ASSIGNED TASK:
Beneath this task is a listing. Count its lines that contain "evenodd" and answer with the number only.

TASK MATERIAL:
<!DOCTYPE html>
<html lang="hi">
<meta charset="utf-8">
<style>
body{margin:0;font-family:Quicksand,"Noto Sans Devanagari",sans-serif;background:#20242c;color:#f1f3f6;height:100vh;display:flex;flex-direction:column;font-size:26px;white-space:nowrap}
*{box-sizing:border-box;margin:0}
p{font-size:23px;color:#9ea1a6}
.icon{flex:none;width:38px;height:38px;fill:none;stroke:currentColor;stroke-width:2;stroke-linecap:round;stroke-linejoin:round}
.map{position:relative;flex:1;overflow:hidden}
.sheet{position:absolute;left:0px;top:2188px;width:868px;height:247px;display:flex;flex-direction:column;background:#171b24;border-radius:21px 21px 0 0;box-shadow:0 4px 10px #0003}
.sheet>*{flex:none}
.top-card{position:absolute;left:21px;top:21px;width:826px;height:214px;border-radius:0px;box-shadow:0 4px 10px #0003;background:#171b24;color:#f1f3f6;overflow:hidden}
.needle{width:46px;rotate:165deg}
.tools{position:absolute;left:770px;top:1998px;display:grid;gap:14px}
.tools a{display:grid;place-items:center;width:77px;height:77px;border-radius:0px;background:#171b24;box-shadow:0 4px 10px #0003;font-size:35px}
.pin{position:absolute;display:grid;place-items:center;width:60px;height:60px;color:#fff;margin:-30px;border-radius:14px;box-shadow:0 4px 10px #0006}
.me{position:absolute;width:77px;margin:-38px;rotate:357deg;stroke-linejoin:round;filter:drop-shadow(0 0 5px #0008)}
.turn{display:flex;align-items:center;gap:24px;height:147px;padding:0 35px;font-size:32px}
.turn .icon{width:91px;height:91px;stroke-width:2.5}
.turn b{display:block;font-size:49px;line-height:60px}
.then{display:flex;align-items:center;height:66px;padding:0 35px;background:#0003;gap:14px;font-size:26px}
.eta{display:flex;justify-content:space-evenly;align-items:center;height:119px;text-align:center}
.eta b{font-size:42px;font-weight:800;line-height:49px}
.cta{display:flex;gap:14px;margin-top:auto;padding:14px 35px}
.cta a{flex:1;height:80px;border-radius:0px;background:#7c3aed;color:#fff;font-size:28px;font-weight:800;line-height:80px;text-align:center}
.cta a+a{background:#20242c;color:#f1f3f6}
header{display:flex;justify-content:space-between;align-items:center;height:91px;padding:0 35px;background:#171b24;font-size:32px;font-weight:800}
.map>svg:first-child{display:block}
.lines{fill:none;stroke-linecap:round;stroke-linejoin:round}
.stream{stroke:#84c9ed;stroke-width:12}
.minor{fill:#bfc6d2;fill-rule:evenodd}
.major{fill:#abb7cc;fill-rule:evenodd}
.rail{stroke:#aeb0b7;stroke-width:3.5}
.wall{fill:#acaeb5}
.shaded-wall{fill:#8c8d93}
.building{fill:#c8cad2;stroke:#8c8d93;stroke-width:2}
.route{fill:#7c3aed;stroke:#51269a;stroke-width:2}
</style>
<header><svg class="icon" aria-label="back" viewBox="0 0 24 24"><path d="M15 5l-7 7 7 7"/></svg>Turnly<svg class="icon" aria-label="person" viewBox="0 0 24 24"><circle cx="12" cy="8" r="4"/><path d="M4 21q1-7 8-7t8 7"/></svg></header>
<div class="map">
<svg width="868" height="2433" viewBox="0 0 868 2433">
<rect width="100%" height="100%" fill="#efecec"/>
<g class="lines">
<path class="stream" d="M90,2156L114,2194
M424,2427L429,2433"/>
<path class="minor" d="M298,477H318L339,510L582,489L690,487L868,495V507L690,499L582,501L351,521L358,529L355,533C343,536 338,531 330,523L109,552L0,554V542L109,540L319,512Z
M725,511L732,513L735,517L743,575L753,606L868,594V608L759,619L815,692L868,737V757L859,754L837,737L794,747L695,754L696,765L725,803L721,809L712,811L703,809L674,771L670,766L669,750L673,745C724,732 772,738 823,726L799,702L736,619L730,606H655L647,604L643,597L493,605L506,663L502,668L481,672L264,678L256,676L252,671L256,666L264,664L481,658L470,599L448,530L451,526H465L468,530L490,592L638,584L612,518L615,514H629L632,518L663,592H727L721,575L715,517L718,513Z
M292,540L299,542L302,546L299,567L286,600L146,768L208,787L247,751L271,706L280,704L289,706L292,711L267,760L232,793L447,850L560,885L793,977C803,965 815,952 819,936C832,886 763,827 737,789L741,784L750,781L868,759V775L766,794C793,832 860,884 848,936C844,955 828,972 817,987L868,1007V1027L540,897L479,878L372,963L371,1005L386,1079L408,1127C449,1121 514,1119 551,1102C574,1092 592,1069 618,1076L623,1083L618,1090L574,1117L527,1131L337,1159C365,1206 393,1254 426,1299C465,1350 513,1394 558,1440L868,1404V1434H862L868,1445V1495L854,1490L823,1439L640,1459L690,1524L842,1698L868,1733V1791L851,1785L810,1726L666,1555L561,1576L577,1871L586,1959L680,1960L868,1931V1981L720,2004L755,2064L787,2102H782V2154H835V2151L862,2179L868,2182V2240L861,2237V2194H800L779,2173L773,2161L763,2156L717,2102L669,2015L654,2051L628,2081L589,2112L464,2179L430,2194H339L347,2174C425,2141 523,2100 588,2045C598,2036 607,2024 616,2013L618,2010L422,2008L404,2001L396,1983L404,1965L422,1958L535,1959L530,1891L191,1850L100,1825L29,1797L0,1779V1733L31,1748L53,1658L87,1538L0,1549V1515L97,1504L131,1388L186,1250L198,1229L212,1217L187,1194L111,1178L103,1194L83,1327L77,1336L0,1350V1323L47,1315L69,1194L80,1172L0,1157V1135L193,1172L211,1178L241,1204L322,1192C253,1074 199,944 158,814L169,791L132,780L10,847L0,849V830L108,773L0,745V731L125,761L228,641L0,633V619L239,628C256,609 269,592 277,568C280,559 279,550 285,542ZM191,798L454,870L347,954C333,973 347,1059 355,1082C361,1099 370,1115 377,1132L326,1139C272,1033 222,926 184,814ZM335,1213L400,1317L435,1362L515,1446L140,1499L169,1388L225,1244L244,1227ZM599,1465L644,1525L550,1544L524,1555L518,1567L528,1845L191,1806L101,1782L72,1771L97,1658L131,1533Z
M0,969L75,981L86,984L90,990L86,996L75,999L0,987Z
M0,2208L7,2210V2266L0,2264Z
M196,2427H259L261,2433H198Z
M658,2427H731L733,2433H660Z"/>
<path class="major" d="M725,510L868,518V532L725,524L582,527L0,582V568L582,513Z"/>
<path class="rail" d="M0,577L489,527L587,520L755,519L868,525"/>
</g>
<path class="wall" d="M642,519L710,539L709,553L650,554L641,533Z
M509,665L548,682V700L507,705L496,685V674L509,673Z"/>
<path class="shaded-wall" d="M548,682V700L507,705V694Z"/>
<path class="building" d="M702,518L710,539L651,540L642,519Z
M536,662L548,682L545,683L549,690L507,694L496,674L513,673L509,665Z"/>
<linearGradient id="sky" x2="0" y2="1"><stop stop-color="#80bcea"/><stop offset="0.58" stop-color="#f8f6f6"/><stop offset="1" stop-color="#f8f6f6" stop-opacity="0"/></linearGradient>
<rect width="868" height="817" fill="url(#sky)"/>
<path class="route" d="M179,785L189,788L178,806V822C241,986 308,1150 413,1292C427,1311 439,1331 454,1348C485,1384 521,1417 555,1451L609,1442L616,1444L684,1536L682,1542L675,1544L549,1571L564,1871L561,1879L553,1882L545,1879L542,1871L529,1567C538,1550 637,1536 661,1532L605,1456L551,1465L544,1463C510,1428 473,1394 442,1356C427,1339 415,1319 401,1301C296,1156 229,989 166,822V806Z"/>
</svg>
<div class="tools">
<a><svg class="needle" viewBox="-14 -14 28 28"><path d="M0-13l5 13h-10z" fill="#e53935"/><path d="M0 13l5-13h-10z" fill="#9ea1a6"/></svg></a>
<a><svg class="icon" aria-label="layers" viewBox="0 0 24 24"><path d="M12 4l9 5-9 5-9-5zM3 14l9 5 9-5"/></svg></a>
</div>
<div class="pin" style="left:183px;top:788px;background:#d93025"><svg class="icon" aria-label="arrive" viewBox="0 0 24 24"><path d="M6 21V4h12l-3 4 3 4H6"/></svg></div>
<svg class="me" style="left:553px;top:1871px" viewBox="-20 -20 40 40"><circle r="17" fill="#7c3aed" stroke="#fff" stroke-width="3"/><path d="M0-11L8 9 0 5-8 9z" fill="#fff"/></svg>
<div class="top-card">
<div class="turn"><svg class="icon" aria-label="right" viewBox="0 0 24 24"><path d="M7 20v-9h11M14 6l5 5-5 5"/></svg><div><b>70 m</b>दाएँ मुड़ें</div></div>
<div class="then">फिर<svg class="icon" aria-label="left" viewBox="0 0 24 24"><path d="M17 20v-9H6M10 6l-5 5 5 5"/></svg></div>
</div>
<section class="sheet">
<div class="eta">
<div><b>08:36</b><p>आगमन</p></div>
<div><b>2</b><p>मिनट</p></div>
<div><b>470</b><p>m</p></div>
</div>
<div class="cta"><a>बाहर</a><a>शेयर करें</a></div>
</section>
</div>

REPLY TO THE EXERCISE:
2